Climate change is causing animal body shrinkage

Rising global temperatures and changes in weather patterns have knock-on effects on the growth of a wide range of species. The change could have a major impact on the expanding human population, with major food sources like fish likely to reduce in size and crops expected to grow smaller and less reliably than today.
Species which are unable to adapt quickly enough are at risk of extinction as ecosystems shift dramatically, altering the balance of food and other resources needed for survival.
A new study, published in The American Naturalist, has examined how warmer temperatures can result in smaller individuals within a species.
This relationship between size and temperature change only holds for cold-blooded animals, which rely on external sources, such as sunlight, to warm themselves. Scientists don’t understand why this relationship exists.
To warm-blooded creatures like humans, this might not sound like a big deal. But we make up only a tiny percentage of Earth’s animals, and we rely upon cold-blooded creatures for food, to pollinate crops and for many other crucial, but perhaps not obvious, reasons. So, climate-influenced changes could have cascading effects.
Scientists have already established the “temperature size rule,” which says that individual animals reared at colder temperatures will become larger adults. Likewise, animals reared in warmer temperatures produce smaller adults. However, it’s unclear just how this happens, according to Jack Forster, a doctoral student at Queen Mary, University of London, and the lead researcher.
Shrinking body size as an ecological response to climate change
As a new paper, Shrinking body size as an ecological response to climate change, published in Nature Climate Change demonstrates, that same shrinking can be observed in many species today as a consequence of warming global average temperatures over the past few decades.
Determining how climate change will affect global ecology and ecosystem services is one of the next important frontiers in environmental science.

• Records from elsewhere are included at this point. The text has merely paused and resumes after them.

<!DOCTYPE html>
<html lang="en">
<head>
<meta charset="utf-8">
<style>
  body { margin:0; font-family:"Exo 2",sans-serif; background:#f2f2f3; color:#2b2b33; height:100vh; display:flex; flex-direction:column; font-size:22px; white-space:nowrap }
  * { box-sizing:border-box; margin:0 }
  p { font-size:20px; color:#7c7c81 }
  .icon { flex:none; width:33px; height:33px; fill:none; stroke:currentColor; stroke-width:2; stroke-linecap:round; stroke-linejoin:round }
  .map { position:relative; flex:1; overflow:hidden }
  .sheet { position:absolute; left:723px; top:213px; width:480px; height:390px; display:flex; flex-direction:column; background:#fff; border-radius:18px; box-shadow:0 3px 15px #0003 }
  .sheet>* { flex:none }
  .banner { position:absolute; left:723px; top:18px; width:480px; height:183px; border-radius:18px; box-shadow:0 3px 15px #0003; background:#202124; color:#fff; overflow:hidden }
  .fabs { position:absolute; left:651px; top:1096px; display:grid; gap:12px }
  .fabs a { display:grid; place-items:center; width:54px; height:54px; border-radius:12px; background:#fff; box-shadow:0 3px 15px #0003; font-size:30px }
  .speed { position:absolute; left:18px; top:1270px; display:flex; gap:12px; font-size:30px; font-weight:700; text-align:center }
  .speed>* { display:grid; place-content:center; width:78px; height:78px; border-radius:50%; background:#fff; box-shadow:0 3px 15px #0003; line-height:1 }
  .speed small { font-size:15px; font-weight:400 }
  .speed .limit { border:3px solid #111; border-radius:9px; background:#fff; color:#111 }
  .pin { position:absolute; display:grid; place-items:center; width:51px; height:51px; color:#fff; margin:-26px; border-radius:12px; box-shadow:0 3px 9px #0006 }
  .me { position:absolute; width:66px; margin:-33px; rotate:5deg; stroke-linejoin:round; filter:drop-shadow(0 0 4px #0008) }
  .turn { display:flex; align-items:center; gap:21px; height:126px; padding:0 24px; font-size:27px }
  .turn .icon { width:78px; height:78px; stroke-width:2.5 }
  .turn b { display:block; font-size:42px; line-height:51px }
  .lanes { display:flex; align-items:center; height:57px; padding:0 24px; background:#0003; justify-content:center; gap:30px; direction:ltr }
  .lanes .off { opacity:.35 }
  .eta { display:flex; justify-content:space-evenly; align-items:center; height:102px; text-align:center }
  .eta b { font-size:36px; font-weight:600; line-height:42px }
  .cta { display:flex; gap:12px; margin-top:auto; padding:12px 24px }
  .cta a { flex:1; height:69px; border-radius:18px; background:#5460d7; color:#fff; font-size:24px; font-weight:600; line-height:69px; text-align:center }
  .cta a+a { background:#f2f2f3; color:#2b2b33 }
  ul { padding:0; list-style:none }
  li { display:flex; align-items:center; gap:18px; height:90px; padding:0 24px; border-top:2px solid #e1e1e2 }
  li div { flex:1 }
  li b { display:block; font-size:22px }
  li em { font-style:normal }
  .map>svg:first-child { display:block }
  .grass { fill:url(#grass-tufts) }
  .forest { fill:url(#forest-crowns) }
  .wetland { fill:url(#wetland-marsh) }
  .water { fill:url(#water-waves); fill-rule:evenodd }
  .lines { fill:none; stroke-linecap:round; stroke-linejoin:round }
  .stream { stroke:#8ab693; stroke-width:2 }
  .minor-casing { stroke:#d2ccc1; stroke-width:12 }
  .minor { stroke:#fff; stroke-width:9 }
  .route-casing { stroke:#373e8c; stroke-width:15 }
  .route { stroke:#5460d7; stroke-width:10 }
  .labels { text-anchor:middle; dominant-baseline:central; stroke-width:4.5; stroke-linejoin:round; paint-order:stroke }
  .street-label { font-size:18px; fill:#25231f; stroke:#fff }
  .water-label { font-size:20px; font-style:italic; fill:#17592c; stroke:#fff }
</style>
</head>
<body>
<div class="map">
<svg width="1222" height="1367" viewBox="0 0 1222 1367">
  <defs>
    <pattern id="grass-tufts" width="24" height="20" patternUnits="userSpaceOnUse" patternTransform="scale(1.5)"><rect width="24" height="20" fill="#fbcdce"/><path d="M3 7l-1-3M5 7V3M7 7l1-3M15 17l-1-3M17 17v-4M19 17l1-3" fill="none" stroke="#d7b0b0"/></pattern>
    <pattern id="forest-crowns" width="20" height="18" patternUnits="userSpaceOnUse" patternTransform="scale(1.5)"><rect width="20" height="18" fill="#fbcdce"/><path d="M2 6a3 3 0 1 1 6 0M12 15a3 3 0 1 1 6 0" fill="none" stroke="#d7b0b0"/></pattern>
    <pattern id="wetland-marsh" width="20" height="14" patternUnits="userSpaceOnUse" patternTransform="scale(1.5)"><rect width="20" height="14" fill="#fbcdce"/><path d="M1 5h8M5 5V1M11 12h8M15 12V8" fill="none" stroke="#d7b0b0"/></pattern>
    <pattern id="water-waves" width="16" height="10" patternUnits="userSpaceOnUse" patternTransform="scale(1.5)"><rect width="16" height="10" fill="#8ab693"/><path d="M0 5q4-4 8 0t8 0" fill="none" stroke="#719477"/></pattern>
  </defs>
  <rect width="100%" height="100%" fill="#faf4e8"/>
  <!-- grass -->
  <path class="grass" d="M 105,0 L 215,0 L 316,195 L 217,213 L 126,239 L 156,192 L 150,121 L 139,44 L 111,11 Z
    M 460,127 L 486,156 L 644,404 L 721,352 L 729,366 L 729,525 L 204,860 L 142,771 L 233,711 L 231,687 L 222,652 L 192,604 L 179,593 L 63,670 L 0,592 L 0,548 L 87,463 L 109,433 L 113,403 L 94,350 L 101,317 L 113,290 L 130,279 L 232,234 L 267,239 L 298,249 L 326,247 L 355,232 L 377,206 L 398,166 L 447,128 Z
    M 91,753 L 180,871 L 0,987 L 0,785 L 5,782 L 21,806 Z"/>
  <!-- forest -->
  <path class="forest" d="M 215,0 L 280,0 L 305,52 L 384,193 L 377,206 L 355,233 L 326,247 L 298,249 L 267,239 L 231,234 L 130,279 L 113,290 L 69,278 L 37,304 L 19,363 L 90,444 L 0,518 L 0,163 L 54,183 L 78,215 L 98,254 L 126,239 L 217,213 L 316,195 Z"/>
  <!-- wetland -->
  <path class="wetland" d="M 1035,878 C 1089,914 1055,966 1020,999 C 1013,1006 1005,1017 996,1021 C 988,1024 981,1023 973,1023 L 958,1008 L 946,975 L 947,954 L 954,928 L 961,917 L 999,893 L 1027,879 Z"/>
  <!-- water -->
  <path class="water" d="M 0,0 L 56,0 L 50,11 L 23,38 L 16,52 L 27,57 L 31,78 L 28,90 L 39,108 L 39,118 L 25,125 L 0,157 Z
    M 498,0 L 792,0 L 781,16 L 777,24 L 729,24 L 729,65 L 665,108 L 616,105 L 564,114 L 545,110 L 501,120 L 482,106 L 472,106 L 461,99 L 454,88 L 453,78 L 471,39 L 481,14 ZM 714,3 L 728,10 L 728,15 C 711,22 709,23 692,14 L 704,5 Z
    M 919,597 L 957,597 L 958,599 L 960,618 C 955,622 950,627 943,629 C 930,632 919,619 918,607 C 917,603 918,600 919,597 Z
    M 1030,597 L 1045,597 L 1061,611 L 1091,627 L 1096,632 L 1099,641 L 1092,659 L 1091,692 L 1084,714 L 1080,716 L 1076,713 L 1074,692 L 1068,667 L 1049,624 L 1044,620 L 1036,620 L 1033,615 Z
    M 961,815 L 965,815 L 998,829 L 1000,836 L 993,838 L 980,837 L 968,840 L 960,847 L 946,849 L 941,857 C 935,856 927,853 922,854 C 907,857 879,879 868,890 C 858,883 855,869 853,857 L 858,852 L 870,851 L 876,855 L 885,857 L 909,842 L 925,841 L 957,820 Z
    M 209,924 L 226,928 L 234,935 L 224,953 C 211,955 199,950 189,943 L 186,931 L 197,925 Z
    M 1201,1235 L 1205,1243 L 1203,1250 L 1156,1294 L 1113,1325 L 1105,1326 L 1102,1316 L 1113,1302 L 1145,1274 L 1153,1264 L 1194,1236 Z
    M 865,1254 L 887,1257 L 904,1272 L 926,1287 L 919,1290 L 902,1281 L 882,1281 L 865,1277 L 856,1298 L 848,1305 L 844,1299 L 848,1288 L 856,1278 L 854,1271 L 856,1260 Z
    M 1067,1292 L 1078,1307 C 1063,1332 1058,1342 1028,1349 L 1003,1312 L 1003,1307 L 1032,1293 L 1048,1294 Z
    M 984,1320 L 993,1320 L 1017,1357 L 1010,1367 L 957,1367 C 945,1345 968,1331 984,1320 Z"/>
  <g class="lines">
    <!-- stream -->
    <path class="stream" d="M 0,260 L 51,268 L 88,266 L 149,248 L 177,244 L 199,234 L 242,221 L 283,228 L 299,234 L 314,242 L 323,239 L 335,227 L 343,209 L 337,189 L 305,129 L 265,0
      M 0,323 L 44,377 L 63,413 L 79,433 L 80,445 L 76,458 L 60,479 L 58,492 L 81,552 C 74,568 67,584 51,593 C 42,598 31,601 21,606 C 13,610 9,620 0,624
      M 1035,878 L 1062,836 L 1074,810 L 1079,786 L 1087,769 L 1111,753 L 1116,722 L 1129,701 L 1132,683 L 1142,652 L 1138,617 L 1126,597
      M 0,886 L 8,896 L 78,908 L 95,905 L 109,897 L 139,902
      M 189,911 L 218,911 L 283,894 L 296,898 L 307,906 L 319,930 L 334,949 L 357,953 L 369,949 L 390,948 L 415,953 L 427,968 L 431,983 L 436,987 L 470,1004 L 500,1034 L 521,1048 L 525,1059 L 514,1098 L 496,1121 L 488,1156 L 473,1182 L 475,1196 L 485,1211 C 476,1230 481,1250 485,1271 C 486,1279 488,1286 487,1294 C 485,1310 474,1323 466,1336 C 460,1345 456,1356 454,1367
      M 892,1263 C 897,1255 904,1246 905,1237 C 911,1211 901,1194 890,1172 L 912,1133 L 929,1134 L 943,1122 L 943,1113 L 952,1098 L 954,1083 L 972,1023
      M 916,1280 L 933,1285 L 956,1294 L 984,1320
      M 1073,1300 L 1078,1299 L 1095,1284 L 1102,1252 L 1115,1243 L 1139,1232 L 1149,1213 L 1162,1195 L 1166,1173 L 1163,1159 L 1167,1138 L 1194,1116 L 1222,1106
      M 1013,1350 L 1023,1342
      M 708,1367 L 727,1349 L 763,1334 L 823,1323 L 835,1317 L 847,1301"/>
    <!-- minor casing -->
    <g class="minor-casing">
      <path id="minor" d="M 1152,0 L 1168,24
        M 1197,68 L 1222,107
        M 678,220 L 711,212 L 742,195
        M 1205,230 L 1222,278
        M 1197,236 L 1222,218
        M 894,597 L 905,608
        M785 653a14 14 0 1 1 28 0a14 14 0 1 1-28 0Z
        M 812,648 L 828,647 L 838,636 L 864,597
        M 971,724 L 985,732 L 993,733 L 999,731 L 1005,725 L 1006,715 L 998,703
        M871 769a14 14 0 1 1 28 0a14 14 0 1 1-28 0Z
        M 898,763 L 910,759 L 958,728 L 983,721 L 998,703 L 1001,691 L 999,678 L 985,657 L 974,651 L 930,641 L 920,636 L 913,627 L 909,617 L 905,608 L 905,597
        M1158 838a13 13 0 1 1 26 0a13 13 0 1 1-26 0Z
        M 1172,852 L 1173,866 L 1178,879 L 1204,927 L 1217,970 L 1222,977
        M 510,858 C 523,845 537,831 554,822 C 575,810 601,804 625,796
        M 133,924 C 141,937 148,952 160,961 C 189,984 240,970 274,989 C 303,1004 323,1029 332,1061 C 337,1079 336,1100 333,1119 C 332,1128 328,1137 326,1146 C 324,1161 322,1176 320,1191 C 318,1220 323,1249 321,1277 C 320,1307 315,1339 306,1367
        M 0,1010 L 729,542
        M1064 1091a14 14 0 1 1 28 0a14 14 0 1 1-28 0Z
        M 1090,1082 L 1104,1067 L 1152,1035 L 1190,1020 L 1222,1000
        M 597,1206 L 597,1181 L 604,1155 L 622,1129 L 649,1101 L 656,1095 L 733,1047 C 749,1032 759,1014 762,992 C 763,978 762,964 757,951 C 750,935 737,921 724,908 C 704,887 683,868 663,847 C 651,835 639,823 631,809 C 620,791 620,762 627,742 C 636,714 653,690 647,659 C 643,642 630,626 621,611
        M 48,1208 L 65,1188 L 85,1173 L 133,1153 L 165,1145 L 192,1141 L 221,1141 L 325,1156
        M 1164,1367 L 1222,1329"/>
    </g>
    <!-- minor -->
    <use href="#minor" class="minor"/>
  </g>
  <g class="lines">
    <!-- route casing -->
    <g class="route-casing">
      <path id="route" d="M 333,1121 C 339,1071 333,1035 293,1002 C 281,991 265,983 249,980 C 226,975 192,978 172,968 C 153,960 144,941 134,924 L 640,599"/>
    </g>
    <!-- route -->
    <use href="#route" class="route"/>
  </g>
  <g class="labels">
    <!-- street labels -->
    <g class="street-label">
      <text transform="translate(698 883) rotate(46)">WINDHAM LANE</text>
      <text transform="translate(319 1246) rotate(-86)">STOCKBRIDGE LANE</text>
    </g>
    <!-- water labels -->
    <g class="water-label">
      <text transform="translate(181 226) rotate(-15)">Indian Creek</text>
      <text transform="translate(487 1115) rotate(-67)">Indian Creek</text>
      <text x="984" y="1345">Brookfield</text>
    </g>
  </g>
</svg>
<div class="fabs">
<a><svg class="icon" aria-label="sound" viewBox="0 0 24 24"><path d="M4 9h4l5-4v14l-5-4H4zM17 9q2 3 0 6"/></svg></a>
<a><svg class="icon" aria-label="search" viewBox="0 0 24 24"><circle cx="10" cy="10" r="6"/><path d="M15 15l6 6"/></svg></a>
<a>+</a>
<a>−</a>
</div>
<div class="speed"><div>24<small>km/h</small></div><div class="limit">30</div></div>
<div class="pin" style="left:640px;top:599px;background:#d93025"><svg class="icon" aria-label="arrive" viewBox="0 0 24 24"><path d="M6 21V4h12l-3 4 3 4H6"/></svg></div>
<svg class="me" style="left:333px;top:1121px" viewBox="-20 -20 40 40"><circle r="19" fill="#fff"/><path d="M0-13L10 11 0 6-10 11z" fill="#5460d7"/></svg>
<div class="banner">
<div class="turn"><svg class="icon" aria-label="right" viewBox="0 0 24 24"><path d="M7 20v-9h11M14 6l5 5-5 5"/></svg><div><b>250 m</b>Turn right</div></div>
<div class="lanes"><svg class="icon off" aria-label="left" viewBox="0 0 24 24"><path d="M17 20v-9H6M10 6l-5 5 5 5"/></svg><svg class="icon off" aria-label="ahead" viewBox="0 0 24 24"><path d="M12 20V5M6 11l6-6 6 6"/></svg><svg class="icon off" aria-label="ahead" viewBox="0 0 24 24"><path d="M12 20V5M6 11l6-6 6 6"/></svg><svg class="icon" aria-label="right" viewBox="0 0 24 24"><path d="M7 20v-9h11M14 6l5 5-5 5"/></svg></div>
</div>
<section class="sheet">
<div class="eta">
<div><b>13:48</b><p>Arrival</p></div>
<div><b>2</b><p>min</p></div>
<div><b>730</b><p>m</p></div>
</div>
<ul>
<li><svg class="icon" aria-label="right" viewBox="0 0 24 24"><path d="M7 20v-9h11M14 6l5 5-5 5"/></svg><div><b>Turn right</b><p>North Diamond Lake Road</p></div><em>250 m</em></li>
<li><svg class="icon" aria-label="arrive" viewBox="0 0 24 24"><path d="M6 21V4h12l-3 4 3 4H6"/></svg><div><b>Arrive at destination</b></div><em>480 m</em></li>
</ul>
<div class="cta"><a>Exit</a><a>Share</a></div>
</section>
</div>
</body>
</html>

Many species already exhibit smaller sizes as a result of climate change and many others are likely to shrink in response to continued climate change, following fundamental ecological and metabolic rules. This could negatively impact both crop plants and protein sources such as fish that are important for human nutrition. Furthermore, heterogeneity in response is likely to upset ecosystem balances. We discuss future research directions to better understand the trend and help ameliorate the trophic cascades and loss of biodiversity that will probably result from continued decreases in organism size.
There’s another worrying trend, as well, which Marlowe Hood notes:
Birds — including passerines, goshawks and gulls — and mammals such as soay sheep, red dear and polar bears, have also trended towards less bulk.
Some of the most worrying changes are at the bottom of the food chain, especially in the ocean, where tiny phytoplankton and calcium-building creatures are dwindling in size due to acidification and the reduced capacity of warmer water to hold oxygen and nutrients.